- [Your task] Extract the run of lines that starts at the top of the records below and ends at the line with "2px #7d7975) drop-shadow(0", keeping both ends and excluding pictures.

- [Data]
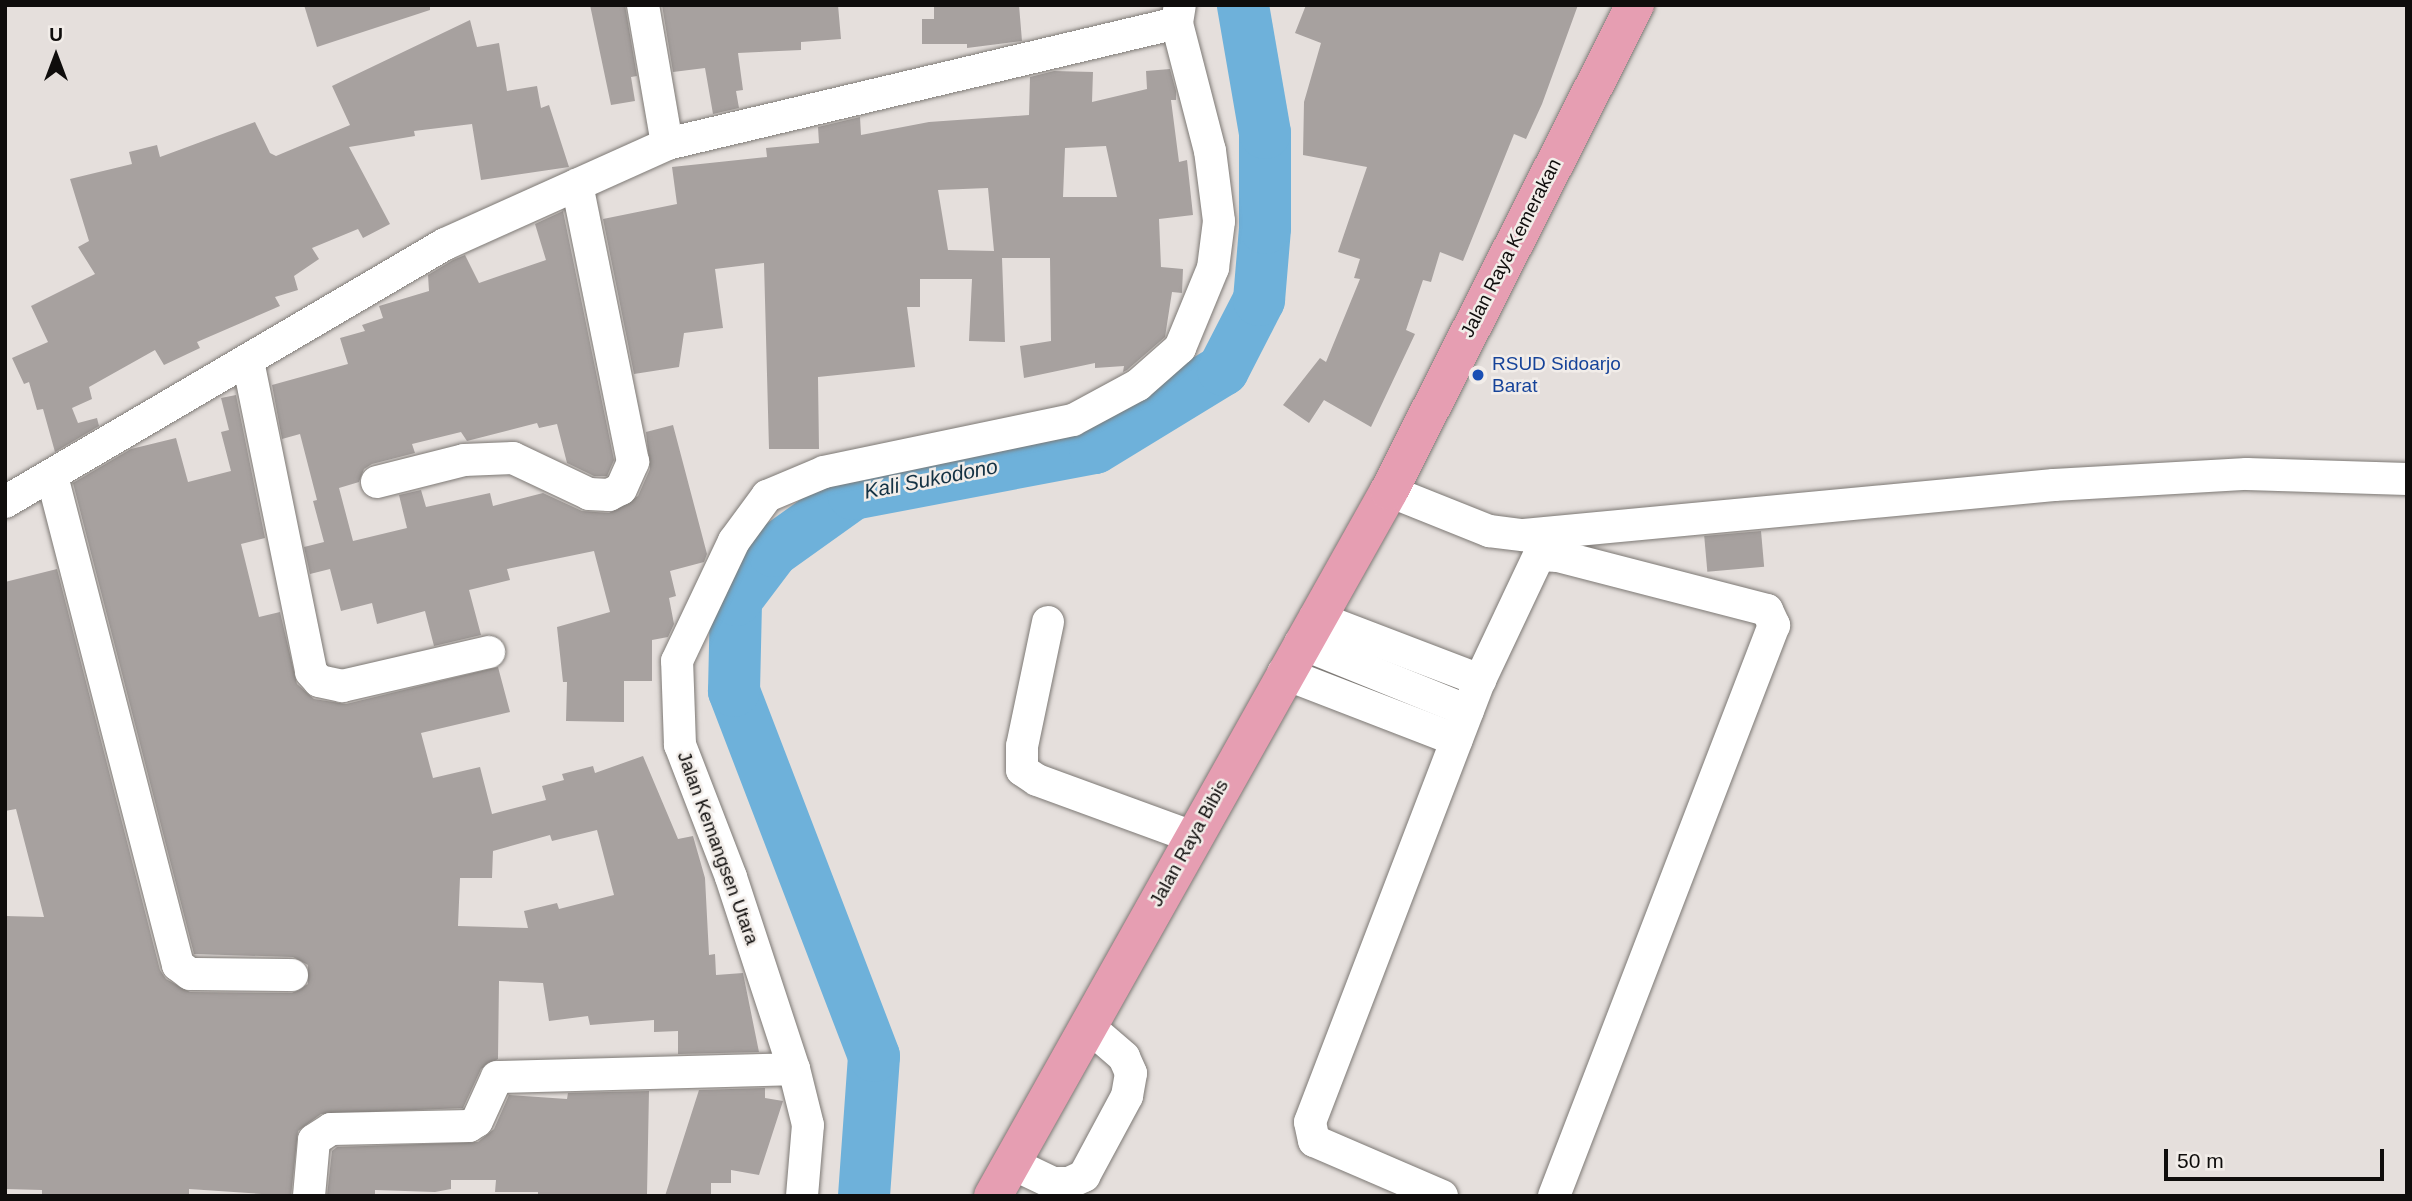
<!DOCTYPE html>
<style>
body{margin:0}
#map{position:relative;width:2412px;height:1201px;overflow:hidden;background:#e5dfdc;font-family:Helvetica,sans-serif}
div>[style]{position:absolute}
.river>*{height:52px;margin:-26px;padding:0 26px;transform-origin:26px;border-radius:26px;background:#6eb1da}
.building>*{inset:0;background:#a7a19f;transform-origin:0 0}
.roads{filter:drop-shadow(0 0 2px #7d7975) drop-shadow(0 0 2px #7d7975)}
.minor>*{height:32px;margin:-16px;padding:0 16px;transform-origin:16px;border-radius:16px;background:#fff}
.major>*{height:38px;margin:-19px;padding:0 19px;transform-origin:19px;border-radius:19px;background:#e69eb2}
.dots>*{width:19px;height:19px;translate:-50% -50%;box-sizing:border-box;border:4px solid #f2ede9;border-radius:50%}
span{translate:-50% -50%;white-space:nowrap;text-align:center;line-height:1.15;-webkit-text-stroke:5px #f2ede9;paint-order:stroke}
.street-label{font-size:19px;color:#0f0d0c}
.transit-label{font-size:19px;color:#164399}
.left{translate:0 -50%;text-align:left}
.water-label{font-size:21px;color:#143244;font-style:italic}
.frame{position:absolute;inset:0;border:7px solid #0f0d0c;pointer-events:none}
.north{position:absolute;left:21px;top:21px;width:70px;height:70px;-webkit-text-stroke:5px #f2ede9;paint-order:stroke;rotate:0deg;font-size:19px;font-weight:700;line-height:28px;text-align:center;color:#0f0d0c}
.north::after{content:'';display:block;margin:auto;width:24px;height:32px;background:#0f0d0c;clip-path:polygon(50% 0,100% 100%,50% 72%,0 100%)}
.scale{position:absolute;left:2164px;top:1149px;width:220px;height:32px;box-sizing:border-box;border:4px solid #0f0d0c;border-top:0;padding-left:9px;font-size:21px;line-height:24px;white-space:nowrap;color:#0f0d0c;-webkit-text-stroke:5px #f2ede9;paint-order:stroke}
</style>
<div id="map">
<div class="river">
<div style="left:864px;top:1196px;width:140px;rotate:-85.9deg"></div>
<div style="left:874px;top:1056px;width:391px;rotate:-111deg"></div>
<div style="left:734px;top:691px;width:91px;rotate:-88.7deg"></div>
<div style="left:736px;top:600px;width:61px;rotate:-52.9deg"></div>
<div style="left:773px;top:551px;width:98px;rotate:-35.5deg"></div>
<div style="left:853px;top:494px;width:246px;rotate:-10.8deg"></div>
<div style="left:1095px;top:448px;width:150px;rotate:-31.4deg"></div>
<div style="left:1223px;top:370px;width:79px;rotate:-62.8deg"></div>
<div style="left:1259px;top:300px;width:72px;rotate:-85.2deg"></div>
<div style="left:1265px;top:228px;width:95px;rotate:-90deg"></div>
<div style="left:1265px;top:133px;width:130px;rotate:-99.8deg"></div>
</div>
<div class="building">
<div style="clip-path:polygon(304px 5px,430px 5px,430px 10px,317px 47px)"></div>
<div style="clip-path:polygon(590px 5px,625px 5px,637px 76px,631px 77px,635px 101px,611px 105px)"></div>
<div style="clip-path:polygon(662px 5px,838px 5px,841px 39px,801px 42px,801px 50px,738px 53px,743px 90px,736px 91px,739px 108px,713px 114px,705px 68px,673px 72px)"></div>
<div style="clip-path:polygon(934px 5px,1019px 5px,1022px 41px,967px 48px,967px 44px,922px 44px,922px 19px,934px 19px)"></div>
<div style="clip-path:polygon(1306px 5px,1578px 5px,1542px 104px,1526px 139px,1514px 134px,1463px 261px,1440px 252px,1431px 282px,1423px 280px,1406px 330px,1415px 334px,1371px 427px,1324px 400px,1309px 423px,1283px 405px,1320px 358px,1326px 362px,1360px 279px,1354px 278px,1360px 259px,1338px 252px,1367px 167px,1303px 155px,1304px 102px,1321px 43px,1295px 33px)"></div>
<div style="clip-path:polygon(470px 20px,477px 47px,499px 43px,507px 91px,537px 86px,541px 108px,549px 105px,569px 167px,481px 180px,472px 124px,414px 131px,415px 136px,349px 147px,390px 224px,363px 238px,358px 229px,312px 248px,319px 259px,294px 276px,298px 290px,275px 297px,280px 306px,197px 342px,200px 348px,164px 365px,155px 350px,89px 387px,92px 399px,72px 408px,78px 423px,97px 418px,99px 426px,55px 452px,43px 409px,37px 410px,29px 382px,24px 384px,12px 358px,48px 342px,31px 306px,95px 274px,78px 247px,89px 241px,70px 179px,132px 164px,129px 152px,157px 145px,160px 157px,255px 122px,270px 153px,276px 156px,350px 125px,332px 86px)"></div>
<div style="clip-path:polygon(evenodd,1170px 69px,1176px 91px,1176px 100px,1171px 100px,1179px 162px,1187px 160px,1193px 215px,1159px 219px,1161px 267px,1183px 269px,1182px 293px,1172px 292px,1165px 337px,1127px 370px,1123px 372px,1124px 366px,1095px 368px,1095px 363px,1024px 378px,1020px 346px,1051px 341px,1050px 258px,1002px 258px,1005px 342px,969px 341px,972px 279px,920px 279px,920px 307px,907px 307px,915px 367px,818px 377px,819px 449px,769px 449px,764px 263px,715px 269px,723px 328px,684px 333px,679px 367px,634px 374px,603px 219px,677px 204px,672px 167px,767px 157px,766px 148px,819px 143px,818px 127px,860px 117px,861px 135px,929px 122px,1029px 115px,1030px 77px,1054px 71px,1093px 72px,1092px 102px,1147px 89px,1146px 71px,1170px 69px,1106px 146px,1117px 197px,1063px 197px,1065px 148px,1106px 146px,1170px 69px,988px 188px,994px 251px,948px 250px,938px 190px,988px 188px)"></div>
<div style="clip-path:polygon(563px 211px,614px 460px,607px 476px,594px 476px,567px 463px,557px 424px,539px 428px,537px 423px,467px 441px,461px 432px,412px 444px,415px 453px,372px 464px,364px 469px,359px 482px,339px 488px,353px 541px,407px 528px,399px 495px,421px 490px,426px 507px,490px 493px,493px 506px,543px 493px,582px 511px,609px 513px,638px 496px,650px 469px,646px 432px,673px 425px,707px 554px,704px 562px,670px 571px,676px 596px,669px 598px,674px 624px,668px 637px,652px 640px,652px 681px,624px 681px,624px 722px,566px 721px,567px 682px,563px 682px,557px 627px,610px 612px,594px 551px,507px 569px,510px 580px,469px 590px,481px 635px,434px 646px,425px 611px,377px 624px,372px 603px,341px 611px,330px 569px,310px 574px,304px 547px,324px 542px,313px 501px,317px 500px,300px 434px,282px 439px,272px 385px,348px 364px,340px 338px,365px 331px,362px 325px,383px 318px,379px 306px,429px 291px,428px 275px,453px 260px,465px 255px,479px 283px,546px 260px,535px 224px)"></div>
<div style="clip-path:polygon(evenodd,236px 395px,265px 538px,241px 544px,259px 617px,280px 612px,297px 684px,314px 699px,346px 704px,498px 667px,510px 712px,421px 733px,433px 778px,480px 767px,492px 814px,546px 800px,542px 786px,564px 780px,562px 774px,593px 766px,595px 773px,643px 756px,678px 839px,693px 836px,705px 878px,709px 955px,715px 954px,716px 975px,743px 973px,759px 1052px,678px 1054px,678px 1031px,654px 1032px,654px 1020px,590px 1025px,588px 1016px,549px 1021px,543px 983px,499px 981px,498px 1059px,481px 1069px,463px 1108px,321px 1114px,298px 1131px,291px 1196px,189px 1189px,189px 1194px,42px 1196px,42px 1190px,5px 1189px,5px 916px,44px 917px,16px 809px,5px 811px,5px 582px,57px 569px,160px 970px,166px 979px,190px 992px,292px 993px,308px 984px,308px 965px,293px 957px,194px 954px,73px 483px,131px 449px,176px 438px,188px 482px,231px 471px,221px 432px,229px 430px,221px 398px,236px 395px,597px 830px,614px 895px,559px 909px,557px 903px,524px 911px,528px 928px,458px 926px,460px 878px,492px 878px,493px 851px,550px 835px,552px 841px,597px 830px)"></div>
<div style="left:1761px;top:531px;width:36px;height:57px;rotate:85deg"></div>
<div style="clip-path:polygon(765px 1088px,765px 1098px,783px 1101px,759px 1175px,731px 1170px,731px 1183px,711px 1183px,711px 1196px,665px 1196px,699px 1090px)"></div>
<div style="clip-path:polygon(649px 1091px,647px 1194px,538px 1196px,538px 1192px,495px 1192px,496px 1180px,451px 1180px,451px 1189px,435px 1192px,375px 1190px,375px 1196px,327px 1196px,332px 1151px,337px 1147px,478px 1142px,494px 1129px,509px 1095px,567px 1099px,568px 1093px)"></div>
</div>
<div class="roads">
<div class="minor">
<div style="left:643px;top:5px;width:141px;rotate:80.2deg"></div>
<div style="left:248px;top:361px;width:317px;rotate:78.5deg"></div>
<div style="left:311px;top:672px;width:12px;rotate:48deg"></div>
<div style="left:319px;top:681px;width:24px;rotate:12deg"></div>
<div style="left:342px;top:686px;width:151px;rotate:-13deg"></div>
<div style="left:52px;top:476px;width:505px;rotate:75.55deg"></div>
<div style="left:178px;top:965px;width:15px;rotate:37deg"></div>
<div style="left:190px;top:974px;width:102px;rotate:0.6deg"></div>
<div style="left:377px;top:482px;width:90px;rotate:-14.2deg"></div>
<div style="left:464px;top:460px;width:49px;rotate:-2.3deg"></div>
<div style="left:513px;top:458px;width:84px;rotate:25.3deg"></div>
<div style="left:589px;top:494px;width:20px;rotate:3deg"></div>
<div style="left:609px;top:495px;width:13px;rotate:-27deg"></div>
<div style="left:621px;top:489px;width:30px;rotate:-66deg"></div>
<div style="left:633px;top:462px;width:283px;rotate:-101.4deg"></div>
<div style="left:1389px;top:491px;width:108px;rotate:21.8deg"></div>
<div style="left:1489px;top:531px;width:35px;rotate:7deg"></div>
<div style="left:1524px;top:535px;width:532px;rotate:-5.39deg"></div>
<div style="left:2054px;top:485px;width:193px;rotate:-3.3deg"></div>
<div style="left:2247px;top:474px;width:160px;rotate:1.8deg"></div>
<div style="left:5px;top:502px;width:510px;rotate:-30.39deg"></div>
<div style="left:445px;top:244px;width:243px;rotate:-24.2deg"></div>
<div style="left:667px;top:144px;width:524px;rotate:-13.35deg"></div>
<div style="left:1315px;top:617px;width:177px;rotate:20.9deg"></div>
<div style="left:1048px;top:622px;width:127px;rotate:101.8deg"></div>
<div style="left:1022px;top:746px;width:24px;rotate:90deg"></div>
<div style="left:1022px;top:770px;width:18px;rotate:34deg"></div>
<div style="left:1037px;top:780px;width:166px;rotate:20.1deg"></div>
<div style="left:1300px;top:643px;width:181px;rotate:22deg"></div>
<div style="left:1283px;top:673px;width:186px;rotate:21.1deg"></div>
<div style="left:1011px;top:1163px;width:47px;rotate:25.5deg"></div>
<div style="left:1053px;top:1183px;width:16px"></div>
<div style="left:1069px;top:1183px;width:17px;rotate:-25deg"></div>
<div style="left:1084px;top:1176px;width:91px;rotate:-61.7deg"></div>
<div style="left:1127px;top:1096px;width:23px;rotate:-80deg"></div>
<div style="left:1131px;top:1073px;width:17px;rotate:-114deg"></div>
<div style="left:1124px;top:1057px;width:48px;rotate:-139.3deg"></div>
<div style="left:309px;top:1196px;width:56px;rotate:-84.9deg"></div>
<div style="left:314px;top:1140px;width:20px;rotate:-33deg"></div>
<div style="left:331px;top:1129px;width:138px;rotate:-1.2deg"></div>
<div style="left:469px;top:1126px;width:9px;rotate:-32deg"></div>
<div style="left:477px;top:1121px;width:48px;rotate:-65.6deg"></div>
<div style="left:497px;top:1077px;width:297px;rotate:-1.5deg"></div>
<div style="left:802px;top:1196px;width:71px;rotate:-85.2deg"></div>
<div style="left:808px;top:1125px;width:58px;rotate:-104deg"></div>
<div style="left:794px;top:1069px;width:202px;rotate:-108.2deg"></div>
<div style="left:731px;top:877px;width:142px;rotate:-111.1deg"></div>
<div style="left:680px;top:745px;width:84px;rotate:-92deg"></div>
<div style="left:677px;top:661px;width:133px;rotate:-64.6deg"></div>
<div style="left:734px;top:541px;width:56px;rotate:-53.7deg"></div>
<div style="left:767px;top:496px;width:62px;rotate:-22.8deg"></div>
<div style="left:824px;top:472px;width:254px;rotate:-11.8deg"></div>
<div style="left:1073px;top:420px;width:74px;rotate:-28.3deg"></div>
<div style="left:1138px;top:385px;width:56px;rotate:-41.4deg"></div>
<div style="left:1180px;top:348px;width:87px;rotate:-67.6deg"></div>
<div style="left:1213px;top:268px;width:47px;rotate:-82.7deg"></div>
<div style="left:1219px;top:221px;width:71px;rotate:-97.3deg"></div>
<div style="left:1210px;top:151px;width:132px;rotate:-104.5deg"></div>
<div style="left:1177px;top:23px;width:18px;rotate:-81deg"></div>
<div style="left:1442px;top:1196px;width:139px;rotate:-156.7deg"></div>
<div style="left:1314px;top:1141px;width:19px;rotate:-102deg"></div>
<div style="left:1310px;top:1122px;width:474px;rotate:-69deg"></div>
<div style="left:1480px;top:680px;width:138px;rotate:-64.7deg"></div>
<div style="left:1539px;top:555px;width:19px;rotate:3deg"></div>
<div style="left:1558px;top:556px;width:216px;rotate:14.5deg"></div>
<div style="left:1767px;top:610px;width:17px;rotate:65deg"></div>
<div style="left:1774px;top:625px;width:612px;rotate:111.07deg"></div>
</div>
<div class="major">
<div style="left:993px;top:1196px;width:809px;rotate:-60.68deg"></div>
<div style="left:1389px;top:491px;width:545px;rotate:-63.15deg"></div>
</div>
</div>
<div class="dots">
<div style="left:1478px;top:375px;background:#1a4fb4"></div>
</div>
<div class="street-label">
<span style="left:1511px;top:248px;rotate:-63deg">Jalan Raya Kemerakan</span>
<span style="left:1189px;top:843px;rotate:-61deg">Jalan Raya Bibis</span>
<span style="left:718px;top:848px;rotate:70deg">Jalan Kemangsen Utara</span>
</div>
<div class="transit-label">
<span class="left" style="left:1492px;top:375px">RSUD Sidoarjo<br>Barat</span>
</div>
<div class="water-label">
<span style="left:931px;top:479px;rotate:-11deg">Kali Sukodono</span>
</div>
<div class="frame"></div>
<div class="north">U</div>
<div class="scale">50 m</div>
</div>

- [Task solution]
<!DOCTYPE html>
<style>
body{margin:0}
#map{position:relative;width:2412px;height:1201px;overflow:hidden;background:#e5dfdc;font-family:Helvetica,sans-serif}
div>[style]{position:absolute}
.river>*{height:52px;margin:-26px;padding:0 26px;transform-origin:26px;border-radius:26px;background:#6eb1da}
.building>*{inset:0;background:#a7a19f;transform-origin:0 0}
.roads{filter:drop-shadow(0 0 2px #7d7975) drop-shadow(0 0 2px #7d7975)}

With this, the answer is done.